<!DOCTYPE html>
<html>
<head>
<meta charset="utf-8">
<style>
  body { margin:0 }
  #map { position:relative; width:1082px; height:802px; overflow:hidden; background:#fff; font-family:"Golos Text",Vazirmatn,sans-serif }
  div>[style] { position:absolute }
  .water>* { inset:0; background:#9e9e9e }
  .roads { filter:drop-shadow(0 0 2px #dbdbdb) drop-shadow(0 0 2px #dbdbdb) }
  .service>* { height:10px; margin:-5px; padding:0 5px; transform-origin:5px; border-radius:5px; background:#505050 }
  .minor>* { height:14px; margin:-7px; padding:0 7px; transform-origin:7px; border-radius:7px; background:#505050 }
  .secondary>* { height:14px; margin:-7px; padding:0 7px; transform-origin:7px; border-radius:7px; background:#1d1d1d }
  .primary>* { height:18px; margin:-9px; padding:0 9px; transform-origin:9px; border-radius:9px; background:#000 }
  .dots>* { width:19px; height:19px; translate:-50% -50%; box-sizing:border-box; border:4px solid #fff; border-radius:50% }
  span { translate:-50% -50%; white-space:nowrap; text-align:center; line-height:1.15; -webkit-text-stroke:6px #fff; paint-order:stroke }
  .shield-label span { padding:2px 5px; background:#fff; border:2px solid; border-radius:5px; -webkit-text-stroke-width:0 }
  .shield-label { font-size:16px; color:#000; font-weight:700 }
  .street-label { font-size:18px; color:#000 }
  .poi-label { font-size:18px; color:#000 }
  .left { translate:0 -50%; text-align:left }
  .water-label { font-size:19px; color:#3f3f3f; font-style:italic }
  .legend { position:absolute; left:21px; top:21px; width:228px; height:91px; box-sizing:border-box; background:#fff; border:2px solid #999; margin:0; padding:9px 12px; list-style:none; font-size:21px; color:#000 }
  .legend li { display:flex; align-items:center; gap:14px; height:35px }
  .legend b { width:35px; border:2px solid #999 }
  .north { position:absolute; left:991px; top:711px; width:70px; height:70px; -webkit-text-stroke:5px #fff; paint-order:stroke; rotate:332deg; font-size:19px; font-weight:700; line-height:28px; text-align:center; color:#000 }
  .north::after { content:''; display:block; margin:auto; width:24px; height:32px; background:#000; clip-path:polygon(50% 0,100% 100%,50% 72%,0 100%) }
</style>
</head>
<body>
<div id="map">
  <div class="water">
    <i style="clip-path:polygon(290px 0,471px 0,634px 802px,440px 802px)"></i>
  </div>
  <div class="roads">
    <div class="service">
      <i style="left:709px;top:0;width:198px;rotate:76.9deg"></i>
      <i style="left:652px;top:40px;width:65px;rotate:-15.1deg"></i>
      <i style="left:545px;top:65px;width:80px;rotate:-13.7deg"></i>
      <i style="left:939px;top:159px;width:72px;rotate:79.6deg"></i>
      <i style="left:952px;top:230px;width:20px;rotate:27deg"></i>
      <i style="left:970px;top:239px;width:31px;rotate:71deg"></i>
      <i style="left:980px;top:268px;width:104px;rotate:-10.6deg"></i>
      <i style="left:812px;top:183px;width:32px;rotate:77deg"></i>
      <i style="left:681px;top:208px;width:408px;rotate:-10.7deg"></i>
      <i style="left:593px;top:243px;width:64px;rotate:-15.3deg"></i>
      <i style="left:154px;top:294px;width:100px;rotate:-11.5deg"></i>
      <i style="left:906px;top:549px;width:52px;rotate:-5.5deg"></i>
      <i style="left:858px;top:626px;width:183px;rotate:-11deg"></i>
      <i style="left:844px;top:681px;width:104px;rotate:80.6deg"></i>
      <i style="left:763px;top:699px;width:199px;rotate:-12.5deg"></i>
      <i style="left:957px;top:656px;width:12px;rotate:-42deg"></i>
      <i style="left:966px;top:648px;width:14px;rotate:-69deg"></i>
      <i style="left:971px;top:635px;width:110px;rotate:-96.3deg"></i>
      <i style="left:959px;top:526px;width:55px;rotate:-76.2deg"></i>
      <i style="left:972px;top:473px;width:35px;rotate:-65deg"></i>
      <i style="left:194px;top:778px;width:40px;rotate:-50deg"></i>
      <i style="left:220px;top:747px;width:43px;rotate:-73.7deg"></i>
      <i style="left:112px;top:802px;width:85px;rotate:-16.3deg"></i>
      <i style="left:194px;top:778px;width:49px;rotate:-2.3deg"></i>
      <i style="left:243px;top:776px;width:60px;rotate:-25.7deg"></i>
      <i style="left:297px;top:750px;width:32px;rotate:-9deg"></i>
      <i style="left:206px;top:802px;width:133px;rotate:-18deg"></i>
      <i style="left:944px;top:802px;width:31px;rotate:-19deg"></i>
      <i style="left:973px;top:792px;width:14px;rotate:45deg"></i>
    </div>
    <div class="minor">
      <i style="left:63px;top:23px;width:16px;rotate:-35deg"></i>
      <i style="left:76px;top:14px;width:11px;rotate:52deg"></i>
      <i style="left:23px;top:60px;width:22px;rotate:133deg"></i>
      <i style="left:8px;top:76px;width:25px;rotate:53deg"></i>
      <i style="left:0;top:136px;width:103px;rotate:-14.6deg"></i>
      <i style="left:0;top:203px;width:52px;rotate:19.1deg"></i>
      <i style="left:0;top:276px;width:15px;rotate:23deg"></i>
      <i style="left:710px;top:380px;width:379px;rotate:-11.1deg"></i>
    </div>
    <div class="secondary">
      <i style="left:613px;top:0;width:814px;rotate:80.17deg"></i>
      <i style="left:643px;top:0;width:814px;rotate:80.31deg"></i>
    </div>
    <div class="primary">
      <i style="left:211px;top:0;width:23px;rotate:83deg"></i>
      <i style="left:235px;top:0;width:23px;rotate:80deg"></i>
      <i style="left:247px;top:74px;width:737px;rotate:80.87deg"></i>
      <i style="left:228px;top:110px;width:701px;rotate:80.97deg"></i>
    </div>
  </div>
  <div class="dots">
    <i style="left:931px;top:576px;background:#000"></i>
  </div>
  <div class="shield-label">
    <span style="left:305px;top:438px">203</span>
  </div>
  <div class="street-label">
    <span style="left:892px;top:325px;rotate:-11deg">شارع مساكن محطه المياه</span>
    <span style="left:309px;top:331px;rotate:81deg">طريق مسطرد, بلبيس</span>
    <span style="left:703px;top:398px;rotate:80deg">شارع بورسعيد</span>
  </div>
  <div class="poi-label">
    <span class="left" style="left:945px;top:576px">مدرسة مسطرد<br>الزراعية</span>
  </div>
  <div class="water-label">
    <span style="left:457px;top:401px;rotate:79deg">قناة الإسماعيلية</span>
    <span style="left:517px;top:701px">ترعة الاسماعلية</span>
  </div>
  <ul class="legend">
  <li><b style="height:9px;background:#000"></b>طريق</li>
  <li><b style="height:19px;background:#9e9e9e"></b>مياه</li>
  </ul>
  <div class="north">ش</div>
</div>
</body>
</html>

-- EXERCISE --
When you reach the line containing "translate:0 -50%; text-align:left" in the data above, start copying exactly, and stop after the line containing "position:absolute; left:991px; top:711px;".

-- YOUR RESPONSE --
  .left { translate:0 -50%; text-align:left }
  .water-label { font-size:19px; color:#3f3f3f; font-style:italic }
  .legend { position:absolute; left:21px; top:21px; width:228px; height:91px; box-sizing:border-box; background:#fff; border:2px solid #999; margin:0; padding:9px 12px; list-style:none; font-size:21px; color:#000 }
  .legend li { display:flex; align-items:center; gap:14px; height:35px }
  .legend b { width:35px; border:2px solid #999 }
  .north { position:absolute; left:991px; top:711px; width:70px; height:70px; -webkit-text-stroke:5px #fff; paint-order:stroke; rotate:332deg; font-size:19px; font-weight:700; line-height:28px; text-align:center; color:#000 }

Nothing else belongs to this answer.